8

I've noticed in different papers that after a certain number of epochs there sometimes is a sudden drop in error rate when training a CNN. This example is taken from the "Densely Connected Convolutional Networks" paper, but there are many others. I wonder what is the cause of this? Especially why it appears at the same epoch although the two architectures compared here a completely different.

image

A similar question was asked here, but the only answer given there so far stated that it's because a saddle point in the error surface is reached and then overcome. As the two architectures are very different, they also will have a very different error surfaces (even with different dimensions), so I find highly unlikely that they both reach and overcome a saddle point at exactly the same epoch.

amoeba
  • 93,463
  • 28
  • 275
  • 317
peter griffin
  • 81
  • 1
  • 2
  • Could you perhaps share links to at least two specific papers? I wasn't aware of this – bibliolytic Nov 09 '17 at 06:29
  • for example the ResNet paper: https://arxiv.org/pdf/1512.03385.pdf and the one mentioned in the question: https://arxiv.org/pdf/1608.06993.pdf sadly in neither of them this sudden drop is explained or even pointed out – peter griffin Nov 09 '17 at 07:13
  • 1
    Most probably because of lowering the learning rate at 150 epoch, very deep networks are usually trained with SGD with a fixed learning rate schedule.
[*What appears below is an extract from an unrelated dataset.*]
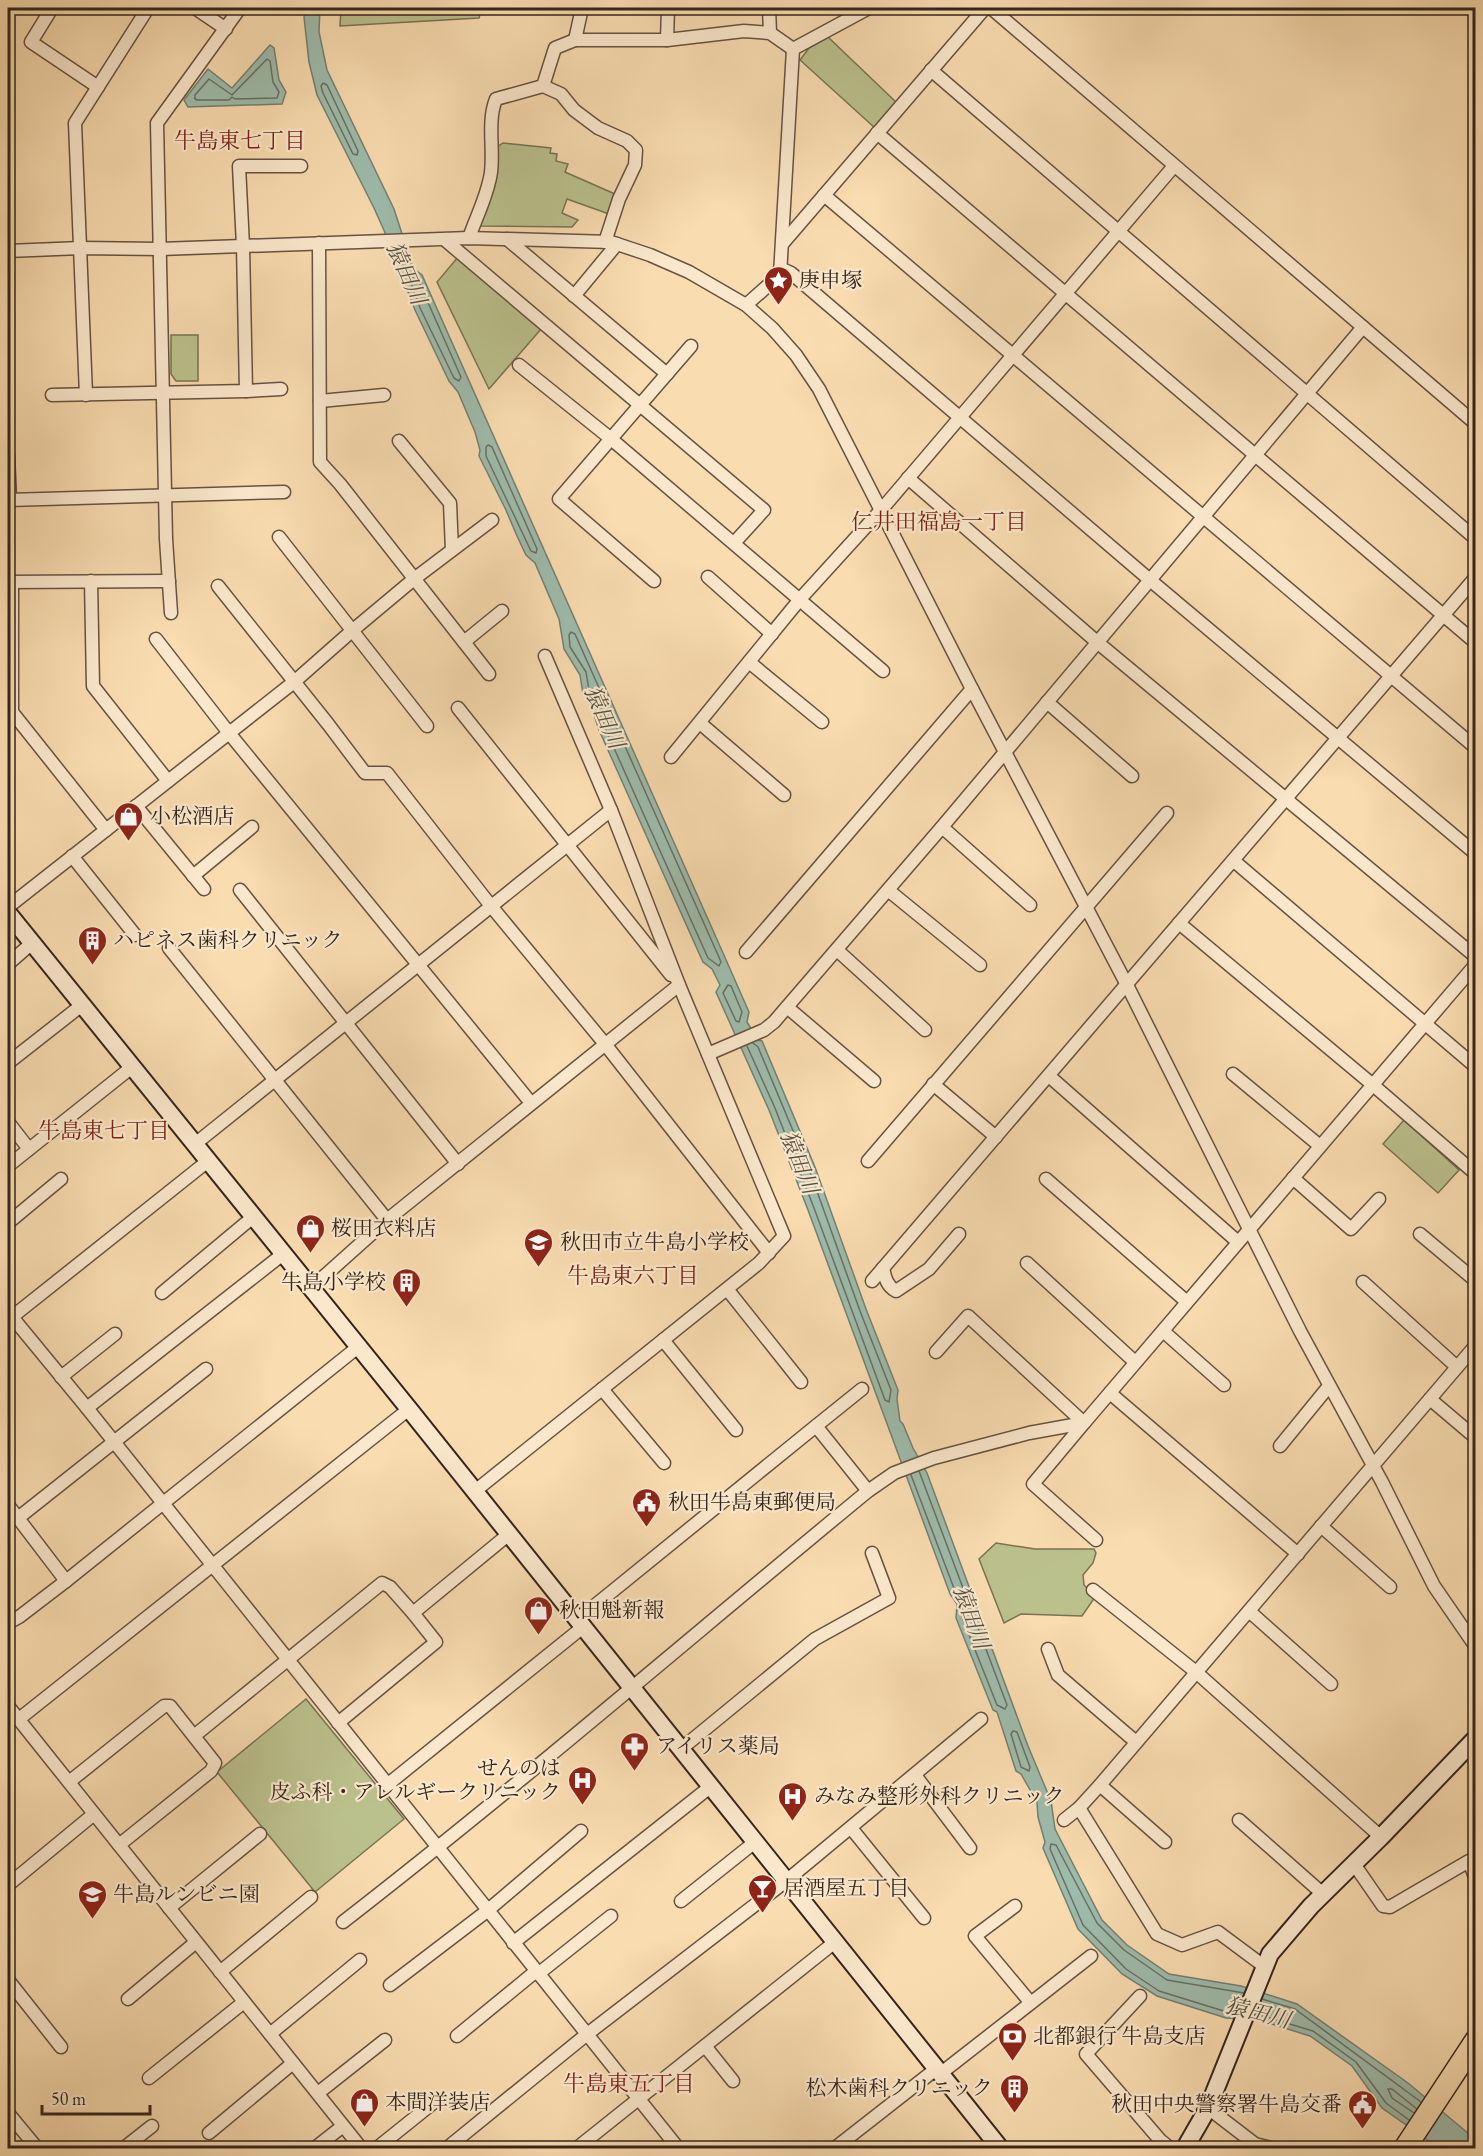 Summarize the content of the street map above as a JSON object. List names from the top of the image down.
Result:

You can, for example, see it again at 225 epoch. – Łukasz Grad Nov 09 '17 at 07:36
  • huh that's interesting -- within papers these things appear to happen at the same time, but it doesn't look to me like across papers this is happening at the same epoch (granted the first paper you link doesn't have epochs on the x-axis). Perhaps it's a function of the dataset? The first used imagenet, the second cifar – bibliolytic Nov 09 '17 at 07:47
  • 1
    Reducing the LR every $k$ epochs is a common strategy, but it's not the only one. For example, you could also reduce the LR if you detect that the loss is flat or increasing, which seems to be the logic used here (note how the loss has an upward trajectory before there's a dramatic decline again). – Sycorax Nov 19 '19 at 20:35
  • @ReinstateMonica I'd be interested to see your answer in the linked thread (this one I think could be closed as a duplicate). However, the real question here is WHY does the learning rate decrease result in a sudden drop of error... – amoeba Nov 20 '19 at 10:03
  • This is speculation, but I suspect it's because the curvature of the surface is changing as you move, so a step size that improves early in training is too large later in training. Consider the three cases outlined [here](https://stats.stackexchange.com/questions/364360/how-can-change-in-cost-function-be-positive/364366#364366), and then imagine what happens if we have a different expression for $x^{(t+1)}$ at each $t$. It's easy to choose a good step size when $x^{(t+1)}$ is fixed, but if it changes as we move, then we can move into a domain where $\eta$ is too large and we usually overshoot. – Sycorax Nov 20 '19 at 16:45
  • Saying "different expression for $x^{(t+1)}$ at each $t$" is a little loose, since the curvature actually depends on $x^{(t)}$, but I think you get the idea: we're not minimizing something nice like a quadratic, so the expression for $\nabla f(x)$ changes. @amoebasaysReinstateMonica – Sycorax Nov 20 '19 at 16:47

3 Answers3

4

The drops happen at the point where the learning rate is decreased, IF the information at

https://www.reddit.com/r/MLQuestions/comments/6i1at2/what_causes_these_sudden_drops_in_training_error/

is correct. It does make sense to me, but I did not verify it.

tyrex
  • 233
  • 2
  • 10
2

It's probably because learning rate scheduling is used to automatically reduce the learning rate when the optimizations reaches a plateau. Learning rate scheduling is a very common strategy for training neural networks.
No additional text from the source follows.